[Start of section]

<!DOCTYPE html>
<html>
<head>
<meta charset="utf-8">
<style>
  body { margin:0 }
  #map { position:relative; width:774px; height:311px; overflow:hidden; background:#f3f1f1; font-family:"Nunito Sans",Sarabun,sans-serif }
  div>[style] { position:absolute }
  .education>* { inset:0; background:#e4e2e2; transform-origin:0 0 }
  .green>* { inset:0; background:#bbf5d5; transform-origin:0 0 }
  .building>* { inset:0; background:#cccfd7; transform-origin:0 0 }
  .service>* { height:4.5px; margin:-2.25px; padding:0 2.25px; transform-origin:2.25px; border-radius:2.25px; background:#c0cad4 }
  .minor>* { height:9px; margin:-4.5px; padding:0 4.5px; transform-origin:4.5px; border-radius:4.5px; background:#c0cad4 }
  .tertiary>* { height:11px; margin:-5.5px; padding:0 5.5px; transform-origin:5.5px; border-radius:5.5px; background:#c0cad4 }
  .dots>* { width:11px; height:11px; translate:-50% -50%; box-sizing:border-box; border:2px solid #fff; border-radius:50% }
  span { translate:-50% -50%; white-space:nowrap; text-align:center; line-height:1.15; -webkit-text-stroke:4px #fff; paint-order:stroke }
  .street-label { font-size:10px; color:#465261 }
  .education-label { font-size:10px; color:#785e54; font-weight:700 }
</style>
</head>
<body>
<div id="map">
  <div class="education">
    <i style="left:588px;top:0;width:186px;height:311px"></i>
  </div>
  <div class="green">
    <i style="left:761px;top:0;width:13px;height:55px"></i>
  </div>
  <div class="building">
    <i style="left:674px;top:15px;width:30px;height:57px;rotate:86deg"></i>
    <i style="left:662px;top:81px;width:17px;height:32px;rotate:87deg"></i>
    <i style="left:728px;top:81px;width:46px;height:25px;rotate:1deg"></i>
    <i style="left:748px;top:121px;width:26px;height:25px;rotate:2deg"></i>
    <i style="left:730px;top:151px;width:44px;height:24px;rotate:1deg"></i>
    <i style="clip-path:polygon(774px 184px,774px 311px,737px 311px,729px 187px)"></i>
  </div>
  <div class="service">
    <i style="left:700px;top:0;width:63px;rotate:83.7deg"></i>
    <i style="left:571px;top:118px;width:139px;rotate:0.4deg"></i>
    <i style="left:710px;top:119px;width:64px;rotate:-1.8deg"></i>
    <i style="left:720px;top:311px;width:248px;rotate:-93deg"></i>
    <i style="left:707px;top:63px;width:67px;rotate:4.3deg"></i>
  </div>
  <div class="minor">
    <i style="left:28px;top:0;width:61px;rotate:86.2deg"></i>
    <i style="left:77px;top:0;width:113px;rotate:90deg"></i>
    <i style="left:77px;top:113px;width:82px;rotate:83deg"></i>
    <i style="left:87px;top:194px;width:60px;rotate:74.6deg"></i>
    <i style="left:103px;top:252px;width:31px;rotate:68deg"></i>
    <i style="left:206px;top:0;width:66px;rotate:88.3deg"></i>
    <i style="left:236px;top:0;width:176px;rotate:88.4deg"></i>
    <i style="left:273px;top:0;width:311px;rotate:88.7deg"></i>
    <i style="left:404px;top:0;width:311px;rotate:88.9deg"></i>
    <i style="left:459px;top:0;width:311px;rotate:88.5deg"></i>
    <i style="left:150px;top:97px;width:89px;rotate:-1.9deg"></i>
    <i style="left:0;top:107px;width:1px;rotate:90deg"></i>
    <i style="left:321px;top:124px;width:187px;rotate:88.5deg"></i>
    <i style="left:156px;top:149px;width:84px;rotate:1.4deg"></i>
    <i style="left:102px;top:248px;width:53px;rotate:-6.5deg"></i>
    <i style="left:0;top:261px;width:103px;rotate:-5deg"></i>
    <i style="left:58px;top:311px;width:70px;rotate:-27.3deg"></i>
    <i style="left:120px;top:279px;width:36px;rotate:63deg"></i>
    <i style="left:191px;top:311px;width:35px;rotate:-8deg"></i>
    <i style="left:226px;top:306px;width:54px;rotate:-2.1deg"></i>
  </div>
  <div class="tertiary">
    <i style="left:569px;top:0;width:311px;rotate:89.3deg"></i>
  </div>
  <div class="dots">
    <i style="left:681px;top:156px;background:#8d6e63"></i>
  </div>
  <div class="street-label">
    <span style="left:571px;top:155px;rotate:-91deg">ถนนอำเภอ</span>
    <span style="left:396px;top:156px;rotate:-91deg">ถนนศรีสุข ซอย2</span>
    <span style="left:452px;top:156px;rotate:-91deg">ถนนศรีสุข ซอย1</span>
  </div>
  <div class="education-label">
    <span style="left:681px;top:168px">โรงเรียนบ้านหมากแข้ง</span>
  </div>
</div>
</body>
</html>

[End of section]

WORK TASK: Start with the first line of the data and print every line exactly. The line containing "height:9px; margin:-4.5px; padding:0" is the last one to include.

RESPONSE:
<!DOCTYPE html>
<html>
<head>
<meta charset="utf-8">
<style>
  body { margin:0 }
  #map { position:relative; width:774px; height:311px; overflow:hidden; background:#f3f1f1; font-family:"Nunito Sans",Sarabun,sans-serif }
  div>[style] { position:absolute }
  .education>* { inset:0; background:#e4e2e2; transform-origin:0 0 }
  .green>* { inset:0; background:#bbf5d5; transform-origin:0 0 }
  .building>* { inset:0; background:#cccfd7; transform-origin:0 0 }
  .service>* { height:4.5px; margin:-2.25px; padding:0 2.25px; transform-origin:2.25px; border-radius:2.25px; background:#c0cad4 }
  .minor>* { height:9px; margin:-4.5px; padding:0 4.5px; transform-origin:4.5px; border-radius:4.5px; background:#c0cad4 }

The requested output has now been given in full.